• The data:

☆ ☆ ☆ ☆ ☆

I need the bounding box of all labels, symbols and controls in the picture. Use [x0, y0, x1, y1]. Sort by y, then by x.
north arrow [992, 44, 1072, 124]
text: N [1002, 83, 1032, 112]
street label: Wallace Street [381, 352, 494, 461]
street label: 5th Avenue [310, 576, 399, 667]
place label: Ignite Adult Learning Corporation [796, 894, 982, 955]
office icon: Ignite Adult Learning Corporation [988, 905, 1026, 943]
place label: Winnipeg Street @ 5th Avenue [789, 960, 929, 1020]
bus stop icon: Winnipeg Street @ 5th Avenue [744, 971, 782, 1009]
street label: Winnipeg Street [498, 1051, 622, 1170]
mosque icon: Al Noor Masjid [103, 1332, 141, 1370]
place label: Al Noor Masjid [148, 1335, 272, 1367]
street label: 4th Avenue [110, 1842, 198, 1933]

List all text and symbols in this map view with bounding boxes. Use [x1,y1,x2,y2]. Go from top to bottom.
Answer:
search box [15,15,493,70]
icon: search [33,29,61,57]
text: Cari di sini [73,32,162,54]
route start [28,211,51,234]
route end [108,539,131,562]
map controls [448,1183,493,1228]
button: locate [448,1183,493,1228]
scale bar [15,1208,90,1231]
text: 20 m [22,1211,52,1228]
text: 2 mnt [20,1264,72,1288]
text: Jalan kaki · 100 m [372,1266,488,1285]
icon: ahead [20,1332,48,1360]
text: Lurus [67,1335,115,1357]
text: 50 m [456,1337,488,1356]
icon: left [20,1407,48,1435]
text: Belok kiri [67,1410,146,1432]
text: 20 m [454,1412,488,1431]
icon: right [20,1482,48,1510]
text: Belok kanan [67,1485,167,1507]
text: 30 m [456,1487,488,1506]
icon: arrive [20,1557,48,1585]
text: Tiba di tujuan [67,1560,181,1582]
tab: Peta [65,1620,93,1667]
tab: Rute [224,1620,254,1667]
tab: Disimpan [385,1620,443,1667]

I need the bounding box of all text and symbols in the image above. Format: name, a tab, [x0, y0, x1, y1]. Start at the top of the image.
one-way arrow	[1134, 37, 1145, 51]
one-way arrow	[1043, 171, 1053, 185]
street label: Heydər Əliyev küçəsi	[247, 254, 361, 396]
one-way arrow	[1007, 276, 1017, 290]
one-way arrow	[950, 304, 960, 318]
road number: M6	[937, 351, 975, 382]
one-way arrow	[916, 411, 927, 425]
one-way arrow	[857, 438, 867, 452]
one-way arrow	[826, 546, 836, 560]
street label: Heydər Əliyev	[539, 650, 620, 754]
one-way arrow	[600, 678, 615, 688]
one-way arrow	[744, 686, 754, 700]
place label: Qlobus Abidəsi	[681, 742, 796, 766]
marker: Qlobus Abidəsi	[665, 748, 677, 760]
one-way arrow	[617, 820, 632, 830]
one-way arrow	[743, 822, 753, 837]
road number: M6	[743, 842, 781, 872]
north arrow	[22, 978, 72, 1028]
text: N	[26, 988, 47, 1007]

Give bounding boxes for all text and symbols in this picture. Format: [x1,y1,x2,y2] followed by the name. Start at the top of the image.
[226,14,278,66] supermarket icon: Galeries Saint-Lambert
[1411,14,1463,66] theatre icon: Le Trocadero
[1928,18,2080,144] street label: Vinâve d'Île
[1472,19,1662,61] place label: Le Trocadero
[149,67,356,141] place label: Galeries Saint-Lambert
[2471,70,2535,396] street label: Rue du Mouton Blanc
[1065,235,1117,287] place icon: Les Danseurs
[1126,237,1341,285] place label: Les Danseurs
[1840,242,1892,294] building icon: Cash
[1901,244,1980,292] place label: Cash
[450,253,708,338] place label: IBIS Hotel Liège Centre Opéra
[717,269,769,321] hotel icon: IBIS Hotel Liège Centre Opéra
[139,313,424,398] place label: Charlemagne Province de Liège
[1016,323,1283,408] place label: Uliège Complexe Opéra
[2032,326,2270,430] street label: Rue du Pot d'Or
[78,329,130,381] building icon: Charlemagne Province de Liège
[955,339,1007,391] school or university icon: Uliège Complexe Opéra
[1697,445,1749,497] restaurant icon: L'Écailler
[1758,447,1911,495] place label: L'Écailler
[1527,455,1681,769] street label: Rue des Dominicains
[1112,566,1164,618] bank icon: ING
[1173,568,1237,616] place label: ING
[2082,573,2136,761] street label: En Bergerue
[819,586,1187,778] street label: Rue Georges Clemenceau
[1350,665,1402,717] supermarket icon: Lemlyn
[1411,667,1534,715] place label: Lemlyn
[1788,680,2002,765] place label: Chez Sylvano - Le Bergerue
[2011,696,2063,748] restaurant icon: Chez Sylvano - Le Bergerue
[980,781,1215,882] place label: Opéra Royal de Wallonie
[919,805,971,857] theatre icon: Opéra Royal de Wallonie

☆ ☆ ☆ ☆ ☆

• Task item: Each of the records should be written out again, exactly as it reads.

• Answer box:
I need the bounding box of all labels, symbols and controls in the picture. Use [x0, y0, x1, y1]. Sort by y, then by x.
north arrow [992, 44, 1072, 124]
text: N [1002, 83, 1032, 112]
street label: Wallace Street [381, 352, 494, 461]
street label: 5th Avenue [310, 576, 399, 667]
place label: Ignite Adult Learning Corporation [796, 894, 982, 955]
office icon: Ignite Adult Learning Corporation [988, 905, 1026, 943]
place label: Winnipeg Street @ 5th Avenue [789, 960, 929, 1020]
bus stop icon: Winnipeg Street @ 5th Avenue [744, 971, 782, 1009]
street label: Winnipeg Street [498, 1051, 622, 1170]
mosque icon: Al Noor Masjid [103, 1332, 141, 1370]
place label: Al Noor Masjid [148, 1335, 272, 1367]
street label: 4th Avenue [110, 1842, 198, 1933]

List all text and symbols in this map view with bounding boxes. Use [x1,y1,x2,y2]. Go from top to bottom.
Answer:
search box [15,15,493,70]
icon: search [33,29,61,57]
text: Cari di sini [73,32,162,54]
route start [28,211,51,234]
route end [108,539,131,562]
map controls [448,1183,493,1228]
button: locate [448,1183,493,1228]
scale bar [15,1208,90,1231]
text: 20 m [22,1211,52,1228]
text: 2 mnt [20,1264,72,1288]
text: Jalan kaki · 100 m [372,1266,488,1285]
icon: ahead [20,1332,48,1360]
text: Lurus [67,1335,115,1357]
text: 50 m [456,1337,488,1356]
icon: left [20,1407,48,1435]
text: Belok kiri [67,1410,146,1432]
text: 20 m [454,1412,488,1431]
icon: right [20,1482,48,1510]
text: Belok kanan [67,1485,167,1507]
text: 30 m [456,1487,488,1506]
icon: arrive [20,1557,48,1585]
text: Tiba di tujuan [67,1560,181,1582]
tab: Peta [65,1620,93,1667]
tab: Rute [224,1620,254,1667]
tab: Disimpan [385,1620,443,1667]

I need the bounding box of all text and symbols in the image above. Format: name, a tab, [x0, y0, x1, y1]. Start at the top of the image.
one-way arrow	[1134, 37, 1145, 51]
one-way arrow	[1043, 171, 1053, 185]
street label: Heydər Əliyev küçəsi	[247, 254, 361, 396]
one-way arrow	[1007, 276, 1017, 290]
one-way arrow	[950, 304, 960, 318]
road number: M6	[937, 351, 975, 382]
one-way arrow	[916, 411, 927, 425]
one-way arrow	[857, 438, 867, 452]
one-way arrow	[826, 546, 836, 560]
street label: Heydər Əliyev	[539, 650, 620, 754]
one-way arrow	[600, 678, 615, 688]
one-way arrow	[744, 686, 754, 700]
place label: Qlobus Abidəsi	[681, 742, 796, 766]
marker: Qlobus Abidəsi	[665, 748, 677, 760]
one-way arrow	[617, 820, 632, 830]
one-way arrow	[743, 822, 753, 837]
road number: M6	[743, 842, 781, 872]
north arrow	[22, 978, 72, 1028]
text: N	[26, 988, 47, 1007]

Give bounding boxes for all text and symbols in this picture. Format: [x1,y1,x2,y2] followed by the name. Start at the top of the image.
[226,14,278,66] supermarket icon: Galeries Saint-Lambert
[1411,14,1463,66] theatre icon: Le Trocadero
[1928,18,2080,144] street label: Vinâve d'Île
[1472,19,1662,61] place label: Le Trocadero
[149,67,356,141] place label: Galeries Saint-Lambert
[2471,70,2535,396] street label: Rue du Mouton Blanc
[1065,235,1117,287] place icon: Les Danseurs
[1126,237,1341,285] place label: Les Danseurs
[1840,242,1892,294] building icon: Cash
[1901,244,1980,292] place label: Cash
[450,253,708,338] place label: IBIS Hotel Liège Centre Opéra
[717,269,769,321] hotel icon: IBIS Hotel Liège Centre Opéra
[139,313,424,398] place label: Charlemagne Province de Liège
[1016,323,1283,408] place label: Uliège Complexe Opéra
[2032,326,2270,430] street label: Rue du Pot d'Or
[78,329,130,381] building icon: Charlemagne Province de Liège
[955,339,1007,391] school or university icon: Uliège Complexe Opéra
[1697,445,1749,497] restaurant icon: L'Écailler
[1758,447,1911,495] place label: L'Écailler
[1527,455,1681,769] street label: Rue des Dominicains
[1112,566,1164,618] bank icon: ING
[1173,568,1237,616] place label: ING
[2082,573,2136,761] street label: En Bergerue
[819,586,1187,778] street label: Rue Georges Clemenceau
[1350,665,1402,717] supermarket icon: Lemlyn
[1411,667,1534,715] place label: Lemlyn
[1788,680,2002,765] place label: Chez Sylvano - Le Bergerue
[2011,696,2063,748] restaurant icon: Chez Sylvano - Le Bergerue
[980,781,1215,882] place label: Opéra Royal de Wallonie
[919,805,971,857] theatre icon: Opéra Royal de Wallonie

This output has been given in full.